La desigualdad creciente, incluso estimulada desde ciertas posiciones ideológicas, es el verdadero desafío y escándalo de nuestro mundo y, desgraciadamente, parece incrementarse en todas partes. Este proceso se produce en Europa y Estados Unidos, con un deterioro de las clases medias y la primacía de un modelo económico que se nutre de una fuerza de trabajo -especialmente en el sector servicios- con una retribución casi de supervivencia. En los países ahora llamado "emergentes", y hasta hace relativamente poco "del tercer mundo", la estabilidad política y el crecimiento sostenido de los últimos diez años se ha concretado en el desarrollo de unas élites que se han enriquecido mucho con un pueblo que continúa en el umbral de la pobreza más grande. Por otro lado, con el neoliberalismo radical de los años 90 y los fenómenos de corrupción de las instituciones y actores políticos, los poderes públicos, los estados, la política democrática parecen haber perdido la credibilidad necesaria para convertirse en los mecanismos legítimos de redistribución de la riqueza y la provisión de los servicios indispensables para la cohesión social y la indispensable movilidad.

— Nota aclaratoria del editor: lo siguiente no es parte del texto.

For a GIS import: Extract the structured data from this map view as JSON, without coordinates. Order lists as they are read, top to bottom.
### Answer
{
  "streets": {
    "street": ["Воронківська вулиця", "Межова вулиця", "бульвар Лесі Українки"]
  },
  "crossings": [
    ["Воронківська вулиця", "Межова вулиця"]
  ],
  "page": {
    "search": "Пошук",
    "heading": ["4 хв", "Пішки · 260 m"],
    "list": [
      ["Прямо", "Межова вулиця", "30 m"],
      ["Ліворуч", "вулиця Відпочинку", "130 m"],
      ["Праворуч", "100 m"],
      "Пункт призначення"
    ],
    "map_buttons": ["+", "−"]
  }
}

Desde hace más de veinte años, muchos han pensado que la alternativa pasaba por reivindicar menos Estado y más mercado, libre y sin regulación. Si ya hace unos años se cayó y desmenuzó en la nada la famosa tesis del "fin de la historia" de Fukoyama, ahora, parece también que se hunde el espejismo de Von Hayek cuando defendía la superioridad intrínseca del capitalismo y la libertad que este habría llevado a los individuos. Una libertad con tantos desequilibrios y tensiones sociales sólo podrá llevarnos nuevamente a nuevos escenarios de confrontación social, de aumento de la violencia y de nuevos estallidos.

Las desigualdades, además, ahora son más visibles. La televisión y las redes nos acercan, a veces ostentosamente, al lujo y la riqueza de unos pocos en un mundo cada vez más empobrecido. Las islas de riqueza en un entorno de pobreza creciente no podrán mantenerse.

Nuevamente emerge la justicia como exigencia moral -y política-indispensable e indisociable de la libertad. Sin justicia, no será nunca posible la libertad.